**Problem to work on:** What lines in the entries below contain the word "scale"? Copy all of them.

**Data under study:**

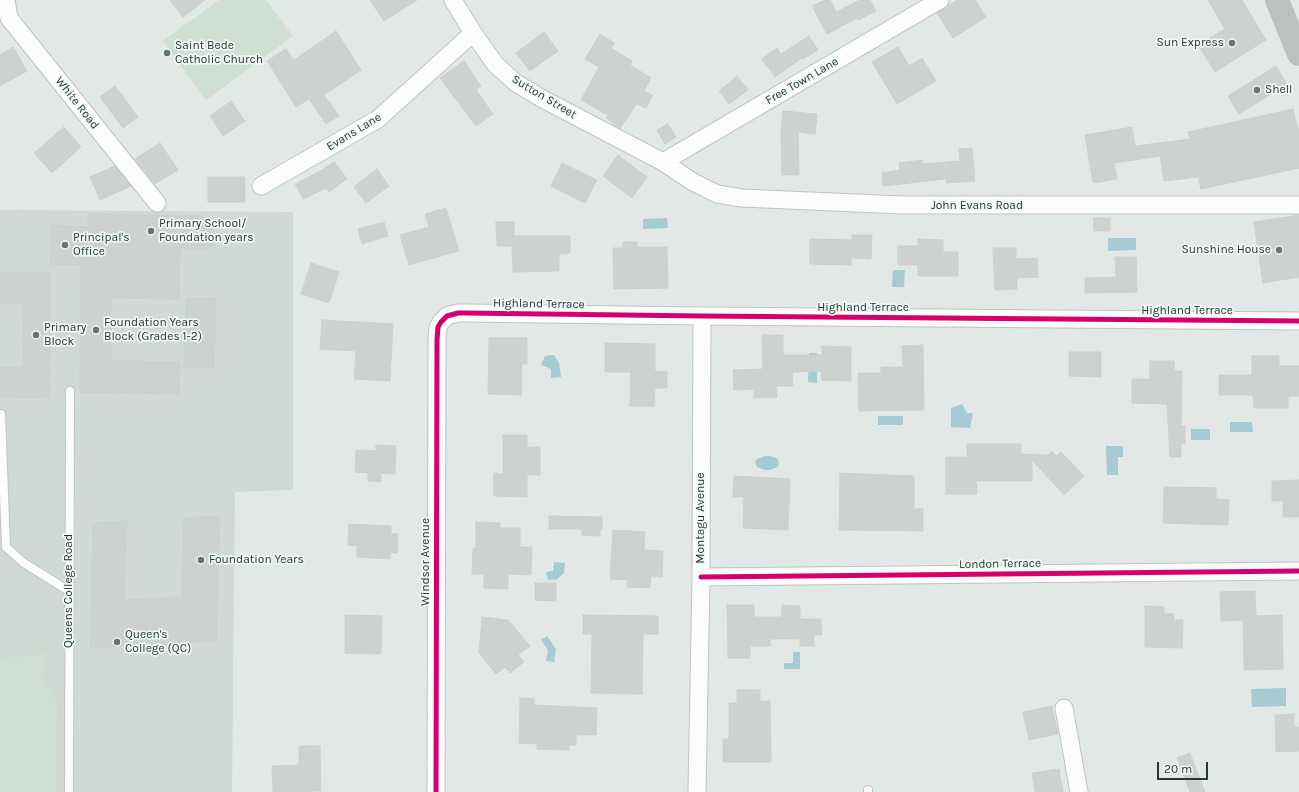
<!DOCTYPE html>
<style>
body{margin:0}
#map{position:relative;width:1299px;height:792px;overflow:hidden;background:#e2e8e5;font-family:Karla,sans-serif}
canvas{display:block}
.scale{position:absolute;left:1157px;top:762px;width:51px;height:18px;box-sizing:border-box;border:2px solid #223934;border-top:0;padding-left:5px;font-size:12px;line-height:14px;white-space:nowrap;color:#223934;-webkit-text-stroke:3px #f0f7f4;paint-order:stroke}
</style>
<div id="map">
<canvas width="1299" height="792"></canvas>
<div class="scale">20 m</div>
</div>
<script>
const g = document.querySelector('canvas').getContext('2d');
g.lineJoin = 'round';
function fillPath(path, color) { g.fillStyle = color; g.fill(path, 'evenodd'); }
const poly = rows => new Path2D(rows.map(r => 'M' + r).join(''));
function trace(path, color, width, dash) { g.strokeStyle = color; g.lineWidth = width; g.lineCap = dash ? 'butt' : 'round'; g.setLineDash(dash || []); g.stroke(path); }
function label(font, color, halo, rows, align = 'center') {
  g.font = font + ' Karla,sans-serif'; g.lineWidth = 3.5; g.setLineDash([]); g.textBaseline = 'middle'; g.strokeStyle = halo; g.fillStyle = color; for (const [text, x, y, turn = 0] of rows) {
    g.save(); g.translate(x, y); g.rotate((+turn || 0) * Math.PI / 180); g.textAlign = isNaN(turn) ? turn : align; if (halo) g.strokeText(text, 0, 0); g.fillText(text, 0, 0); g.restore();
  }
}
fillPath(poly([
 [0,210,293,212,293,490,235,492,232,792,0,792]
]), '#d1d9d5');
fillPath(poly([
 [219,0,266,0,293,36,206,100,163,41],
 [48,654,42,672,44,681,57,699,56,792,0,792,0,658]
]), '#cde0d3');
fillPath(poly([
 [667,218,668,228,643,229,643,219],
 [1108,238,1136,238,1136,250,1108,251],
 [893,270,905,270,904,287,892,287],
 [809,353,817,353,817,383,808,382],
 [554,355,559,363,561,377,551,378,551,369,541,365,545,356],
 [962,404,967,413,973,413,970,428,951,427,951,408],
 [878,416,903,416,903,425,878,425],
 [1230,422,1252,422,1253,432,1230,432],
 [1191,429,1210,429,1210,440,1191,440],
 [1106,446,1123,446,1123,457,1118,457,1118,475,1107,475],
 [765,456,770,456,778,459,779,464,778,467,770,470,765,470,757,467,755,462,757,459],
 [554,562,565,563,564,573,557,579,548,580,546,572,553,571],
 [547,636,556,649,554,662,546,661,548,650,541,640],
 [793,652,800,652,800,669,784,669,784,663,793,663],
 [1286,688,1286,706,1252,707,1251,689]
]), '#a6cbd3');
const building = poly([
 [170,0,205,0,183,17,170,0],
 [370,0,417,0,384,21,370,0],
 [825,0,830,0,836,12,860,0,870,0,876,11,858,20,857,18,827,34,812,6,825,0],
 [957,0,975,0,986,17,953,38,937,13,957,0],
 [1208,0,1242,0,1266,40,1215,72,1198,45,1225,29,1208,0],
 [336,31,361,70,324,95,339,116,326,124,309,99,296,107,267,61,286,49,294,60,336,31],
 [544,32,558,51,530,71,516,53,544,32],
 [600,34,614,43,611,48,632,61,630,65,651,78,644,91,653,95,646,108,637,104,620,128,606,118,608,115,581,100,599,67,585,59,600,34],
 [809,36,818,50,803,59,802,58,775,77,762,59,777,48,781,54,809,36],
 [13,47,27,71,0,86,0,55,13,47],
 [898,47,909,66,922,58,936,81,897,104,872,62,898,47],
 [464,61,481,86,476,90,493,114,476,126,440,78,464,61],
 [1276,66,1287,84,1239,114,1228,96,1276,66],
 [737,76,748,90,729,104,719,91,737,76],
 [115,86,138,117,123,128,100,97,115,86],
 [231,101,245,121,223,136,210,116,231,101],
 [1293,109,1299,134,1299,168,1201,189,1198,177,1164,181,1160,156,1114,163,1117,179,1093,183,1085,135,1132,127,1135,146,1190,139,1188,132,1293,109],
 [783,111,817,114,815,134,798,132,799,175,782,175,781,131,783,111],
 [668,124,676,137,665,144,657,130,668,124],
 [64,127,81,147,52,173,34,153,64,127],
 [160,143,178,170,155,184,135,159,160,143],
 [972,148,975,181,946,183,946,179,883,186,882,173,900,170,899,163,922,160,923,164,960,161,959,149,972,148],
 [618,155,647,177,632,198,603,176,618,155],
 [334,162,347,179,329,192,326,188,303,199,295,184,322,170,334,162],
 [562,163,597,180,585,203,551,186,562,163],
 [115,166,131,186,100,200,90,177,115,166],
 [377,169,389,186,366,203,354,187,377,169],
 [208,177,245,177,245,202,208,202,208,177],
 [446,208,459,251,409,265,400,235,429,227,425,214,446,208],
 [88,214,207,216,214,228,214,248,180,248,179,299,111,298,111,361,180,362,179,394,80,392,81,265,50,264,51,225,88,227,88,214],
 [1299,215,1299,277,1263,283,1254,222,1299,215],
 [1094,218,1110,218,1110,231,1094,231,1094,218],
 [384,222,388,236,362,244,358,229,384,222],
 [496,222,514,222,514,236,570,236,570,253,559,254,559,271,513,272,512,246,497,246,496,222],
 [852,235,872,235,871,259,851,258,851,265,810,264,810,239,852,240,852,235],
 [918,239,943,240,943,252,958,252,958,276,918,276,918,265,898,265,898,246,918,246,918,239],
 [623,242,637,242,637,247,667,247,668,288,614,289,613,248,623,248,623,242],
 [993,248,1016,248,1016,259,1037,258,1038,277,1017,278,1017,289,995,290,993,248],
 [1115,257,1136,257,1137,292,1085,293,1085,278,1116,277,1115,257],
 [311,263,339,272,329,303,301,294,311,263],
 [0,272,50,273,49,398,0,397,0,367,23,367,24,304,0,303,0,272],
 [186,298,216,298,214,368,184,367,186,298],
 [322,320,393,324,390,381,354,379,356,351,320,349,322,320],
 [762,335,783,335,783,355,822,355,822,346,851,347,851,381,821,380,822,371,792,372,793,386,776,386,777,397,754,398,754,389,734,390,733,370,763,369,762,335],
 [489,338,527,338,527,364,522,364,521,395,488,394,489,338],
 [605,343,655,344,655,371,667,372,667,388,655,388,654,406,630,406,631,372,605,372,605,343],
 [923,345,924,410,859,411,858,373,881,373,881,367,903,367,902,346,923,345],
 [1069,352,1101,352,1101,377,1069,376,1069,352],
 [1252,356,1279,356,1279,366,1299,366,1299,396,1288,396,1288,408,1254,408,1253,395,1219,395,1219,375,1252,375,1252,356],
 [1150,361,1174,361,1174,371,1182,371,1181,426,1185,426,1185,443,1181,443,1181,457,1170,457,1167,404,1132,403,1132,379,1150,379,1150,361],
 [503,435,527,435,527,447,540,447,540,475,527,475,527,497,494,496,494,473,503,474,503,435],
 [967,444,1021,444,1021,454,1048,455,1052,451,1056,456,1061,452,1084,476,1064,495,1032,460,1032,481,976,481,977,494,946,494,946,457,967,457,967,444],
 [376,445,396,446,395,474,381,473,381,482,368,481,368,473,355,472,356,450,376,451,376,445],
 [840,473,914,476,914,509,923,509,923,531,839,530,840,473],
 [734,476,790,479,788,530,743,528,744,497,733,497,734,476],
 [1299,480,1299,517,1283,517,1283,501,1272,501,1272,481,1299,480],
 [1164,487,1216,488,1216,499,1229,500,1228,525,1163,523,1164,487],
 [220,516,216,641,90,648,93,523,127,521,124,600,182,597,184,518,220,516],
 [549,516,602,517,602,529,600,529,600,536,582,535,582,529,549,529,549,516],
 [476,522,500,523,500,528,520,528,520,547,532,547,531,575,508,574,508,589,484,588,484,574,472,574,473,549,476,549,476,522],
 [349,524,391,526,391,534,398,534,397,553,390,552,390,559,357,557,357,546,348,545,349,524],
 [613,530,645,532,644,550,663,551,662,577,651,576,650,588,627,587,628,580,610,579,613,530],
 [535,583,556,583,556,601,535,600,535,583],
 [1255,591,1256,616,1282,615,1283,669,1244,670,1243,620,1221,621,1220,592,1255,591],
 [727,605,754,605,754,617,782,617,782,605,800,606,800,619,821,619,822,635,814,635,814,646,800,646,800,639,770,639,770,646,750,646,750,658,728,658,727,605],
 [1145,606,1164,607,1164,613,1174,614,1174,620,1183,620,1182,648,1145,647,1145,606],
 [345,615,382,616,381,654,345,653,345,615],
 [583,615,658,616,658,634,643,634,642,694,591,693,592,634,583,634,583,615],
 [482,617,508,620,530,646,518,655,524,662,510,673,505,667,496,674,479,653,482,617],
 [737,690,760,690,760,701,770,701,771,762,723,762,723,739,729,739,729,703,737,703,737,690],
 [520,698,534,699,534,705,597,708,596,735,576,735,576,745,569,745,569,750,537,749,537,744,519,743,520,698],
 [1052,706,1058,734,1029,740,1023,712,1052,706],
 [1294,714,1294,727,1299,727,1299,751,1276,752,1275,715,1294,714],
 [299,746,320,746,321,791,273,792,272,766,299,765,299,746],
 [1190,753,1197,772,1205,792,1190,792,1177,758,1190,753],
 [1059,769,1063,792,1035,792,1032,773,1059,769]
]);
fillPath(building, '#cdd1d0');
trace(building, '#cbd1ce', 1);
const lane = poly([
 [1,414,6,547,24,563,69,591],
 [868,790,868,792],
 [69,792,70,391]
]);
const street = poly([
 [6,0,9,18,157,203],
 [453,0,473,33,496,65,516,83,541,98,663,162,693,182,717,194,742,198,901,205,1299,205],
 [663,162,940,0],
 [261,186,378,119,473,33],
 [701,577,1299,571],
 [1064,708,1079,792],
 [436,792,437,340,438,327,441,322,447,316,458,313,465,313,702,316,1299,321],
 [697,792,701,577,702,316]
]);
const highway = poly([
 [1277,0,1299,54]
]);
trace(lane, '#bfc4c2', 10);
trace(street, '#bfc4c2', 19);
trace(highway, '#bcc4c1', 24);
trace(lane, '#fbfcfb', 8);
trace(street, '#fbfcfb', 17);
trace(highway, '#bac1c0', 22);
trace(poly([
 [701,577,1299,571],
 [436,792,437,340,438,327,441,322,447,316,458,313,465,313,702,316,1299,321]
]), '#d6006c', 5);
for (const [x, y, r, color] of [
 [1232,43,4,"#657672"],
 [167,53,4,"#657672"],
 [1257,90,4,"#657672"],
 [151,231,4,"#657672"],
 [65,245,4,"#657672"],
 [1279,250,4,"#657672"],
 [96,330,4,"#657672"],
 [36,335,4,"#657672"],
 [201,560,4,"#657672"],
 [117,642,4,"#657672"]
]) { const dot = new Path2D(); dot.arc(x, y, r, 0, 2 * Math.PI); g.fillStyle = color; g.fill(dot); trace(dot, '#f0f7f4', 1.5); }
label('12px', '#223934', '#f0f7f4', [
 ["Sun Express",1224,43,"right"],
 ["Saint Bede",175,46],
 ["Catholic Church",175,60],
 ["Shell",1265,90],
 ["Primary School/",159,224],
 ["Foundation years",159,238],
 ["Principal's",73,238],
 ["Office",73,252],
 ["Sunshine House",1271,250,"right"],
 ["Foundation Years",104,323],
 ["Block (Grades 1-2)",104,337],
 ["Primary",44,328],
 ["Block",44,342],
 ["Foundation Years",209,560],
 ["Queen's",125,635],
 ["College (QC)",125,649]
], 'left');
label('12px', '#223934', '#f0f7f4', [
 ["Free Town Lane",802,81,-30],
 ["Sutton Street",544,97,31],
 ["White Road",77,103,52],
 ["Evans Lane",354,132,-31],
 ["John Evans Road",977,206],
 ["Highland Terrace",539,304,1],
 ["Highland Terrace",863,308],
 ["Highland Terrace",1187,311],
 ["Montagu Avenue",701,518,-90],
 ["Windsor Avenue",426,562,-90],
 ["London Terrace",1000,564,-1],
 ["Queens College Road",69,591,-90]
]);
</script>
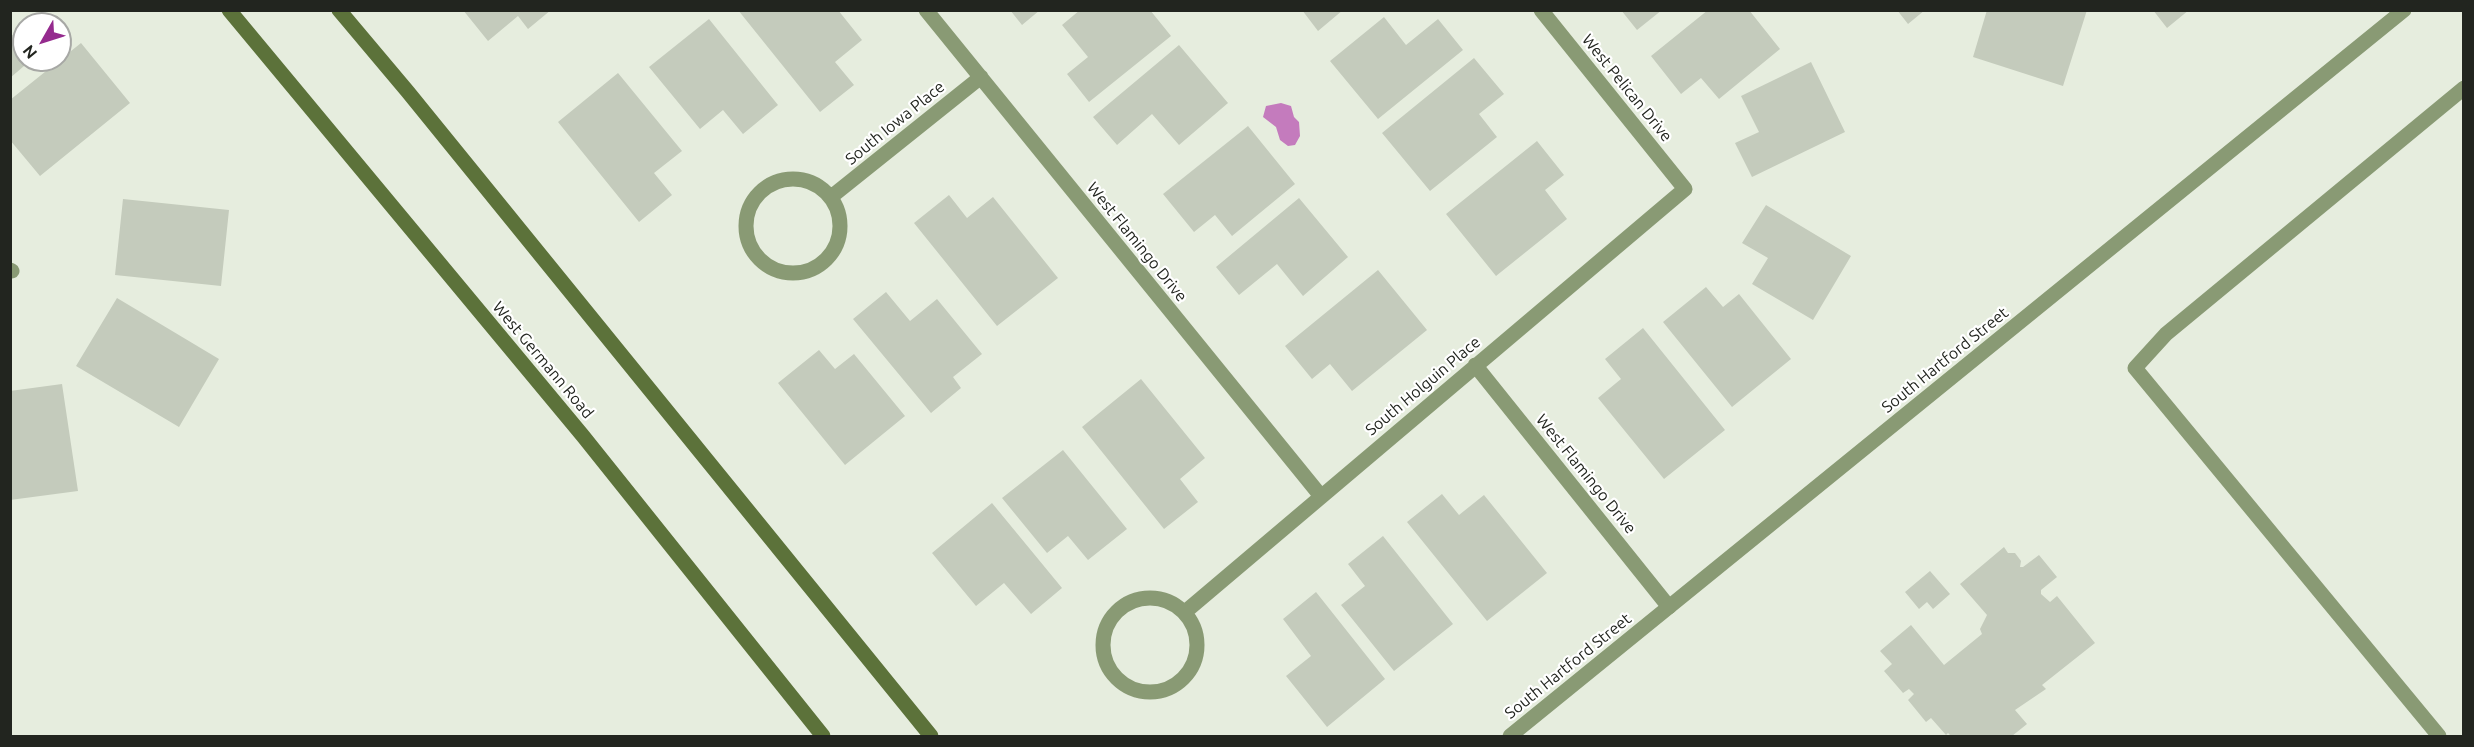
<!DOCTYPE html>
<html>
<head>
<meta charset="utf-8">
<style>
  body { margin:0 }
  #map { position:relative; width:2474px; height:747px; overflow:hidden; background:#e6edde; font-family:Ubuntu,sans-serif }
  canvas { display:block }
  .frame { position:absolute; inset:0; border:12px solid #22251f; pointer-events:none }
  .north { position:absolute; left:12px; top:12px; width:60px; height:60px; box-sizing:border-box; background:#fff; border:2px solid #a7a8a5; border-radius:50%; rotate:231deg; font-size:16px; font-weight:700; line-height:24px; text-align:center; color:#22251f }
  .north::after { content:''; display:block; margin:auto; width:21px; height:27px; background:#952b8e; clip-path:polygon(50% 0,100% 100%,50% 72%,0 100%) }
</style>
</head>
<body>
<div id="map">
<canvas width="2474" height="747"></canvas>
<div class="frame"></div>
<div class="north">N</div>
</div>
<script>
const c = document.querySelector('canvas').getContext('2d');
c.lineJoin = 'round';
function paint(path, color) { c.fillStyle = color; c.fill(path, 'evenodd'); }
function stroke(path, color, width, dash) { c.strokeStyle = color; c.lineWidth = width; c.lineCap = dash ? 'butt' : 'round'; c.setLineDash(dash || []); c.stroke(path); }
function label(font, color, halo, rows, align = 'center') {
  c.font = font + ' Ubuntu,sans-serif'; c.lineWidth = 4.5; c.setLineDash([]); c.textBaseline = 'middle'; c.strokeStyle = halo; c.fillStyle = color; for (const [text, x, y, turn = 0] of rows) {
    c.save(); c.translate(x, y); c.rotate((+turn || 0) * Math.PI / 180); c.textAlign = isNaN(turn) ? turn : align; if (halo) c.strokeText(text, 0, 0); c.fillText(text, 0, 0); c.restore();
  }
}
paint(new Path2D(`
  M1281,103l10,3 3,11 5,5 1,14 -5,9 -7,1 -8,-6 -4,-13 -13,-10 3,-11z`), '#c47bbd');
paint(new Path2D(`
  M463,10h88l-23,19 -10,-13 -30,25z
  M738,10h100l24,30 -27,22 19,23 -34,27z
  M1010,10h30l-18,15z
  M1080,10h70l21,26 -82,66 -22,-28 21,-17 -26,-32z
  M1302,10h41l-25,21z
  M1621,10h41l-25,20z
  M1708,10h41l31,39 -61,50 -18,-21 -20,16 -30,-38z
  M1897,10h28l-17,14z
  M1987,10h100l-24,76 -90,-29z
  M2153,10h36l-22,18z
  M1384,17l22,28 32,-26 25,31 -85,69 -48,-58z
  M709,19l69,86 -35,29 -20,-24 -23,19 -51,-62z
  M10,32l14,16v12h7l-21,18z
  M81,43l49,60 -90,73 -30,-36v-40z
  M1179,45l49,58 -49,42 -27,-31 -35,31 -24,-28z
  M1474,58l30,36 -25,20 18,23 -67,54 -48,-58z
  M1811,62l34,70 -93,45 -17,-34 24,-11 -18,-36z
  M618,73l64,78 -28,22 18,22 -33,27 -81,-100z
  M1248,126l47,58 -63,52 -17,-21 -21,17 -31,-38z
  M1537,141l27,34 -19,15 22,29 -71,57 -50,-62z
  M949,195l18,23 26,-21 65,81 -61,48 -83,-103z
  M1299,198l49,59 -45,39 -26,-32 -38,31 -23,-28z
  M123,199l106,11 -8,76 -106,-11z
  M1766,205l85,51 -38,64 -61,-36 16,-26 -26,-15z
  M1378,270l49,60 -75,61 -22,-27 -18,15 -27,-33z
  M1706,287l17,20 16,-13 52,65 -59,48 -69,-85z
  M886,292l24,29 27,-22 45,55 -29,23 8,11 -30,25 -78,-94z
  M117,298l102,61 -40,68 -103,-61z
  M1643,328l82,102 -61,49 -66,-81 23,-19 -16,-20z
  M819,350l16,19 19,-15 51,62 -60,49 -67,-82z
  M1141,379l64,79 -25,21 18,23 -34,27 -82,-102z
  M62,384l16,107 -68,9v-109z
  M1063,450l64,79 -39,31 -20,-24 -21,17 -45,-55z
  M1442,494l17,21 25,-20 63,78 -60,48 -80,-99z
  M992,503l70,85 -31,26 -27,-31 -28,23 -44,-53z
  M1383,536l70,88 -59,47 -53,-66 24,-19 -17,-22z
  M2004,547l4,6h7l6,8 -1,6h3l16,-12 18,22 -16,13v4l9,8 7,-6 38,47 -53,42 4,4 -31,21 12,14 -15,12h-61l-3,-3 -2,2 -15,-17 -5,4 -18,-22 6,-6 -5,-5 -6,4 -19,-22 8,-7 -12,-13 31,-26 33,40 38,-31 -2,-5 7,-14 -27,-31z
  M1930,571l20,23 -17,15 -6,-7 -8,7 -14,-17z
  M1316,592l69,87 -58,48 -41,-51 25,-20 -28,-37z`), '#c4cbbc');
stroke(new Path2D(`
  M2439,736l-304,-368 31,-34 298,-246`), '#899a74', 15);
stroke(new Path2D(`
  M926,10l394,485
  M746 226a47 47 0 1 1 94 0a47 47 0 1 1-94 0Z
  M831,197l150,-120
  M10,270l2,1
  M1475,365l194,242
  M1103 645a47 47 0 1 1 94 0a47 47 0 1 1-94 0Z
  M1185,612l500,-423 -144,-179`), '#899a74', 15);
stroke(new Path2D(`
  M1510,736l894,-726`), '#899a74', 15);
stroke(new Path2D(`
  M229,10l354,426 240,300
  M339,10l69,82 523,644`), '#5c723a', 15);
label('16px', '#22251f', '#fff', [
  ["West Pelican Drive",1627,88,51],
  ["South Iowa Place",895,123,-39],
  ["West Flamingo Drive",1137,242,51],
  ["West Germann Road",543,360,50],
  ["South Hartford Street",1945,360,-39],
  ["South Holguin Place",1423,386,-40],
  ["West Flamingo Drive",1586,474,51],
  ["South Hartford Street",1568,666,-39]
]);
</script>
</body>
</html>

**Result of the task:**
.scale{position:absolute;left:1157px;top:762px;width:51px;height:18px;box-sizing:border-box;border:2px solid #223934;border-top:0;padding-left:5px;font-size:12px;line-height:14px;white-space:nowrap;color:#223934;-webkit-text-stroke:3px #f0f7f4;paint-order:stroke}
<div class="scale">20 m</div>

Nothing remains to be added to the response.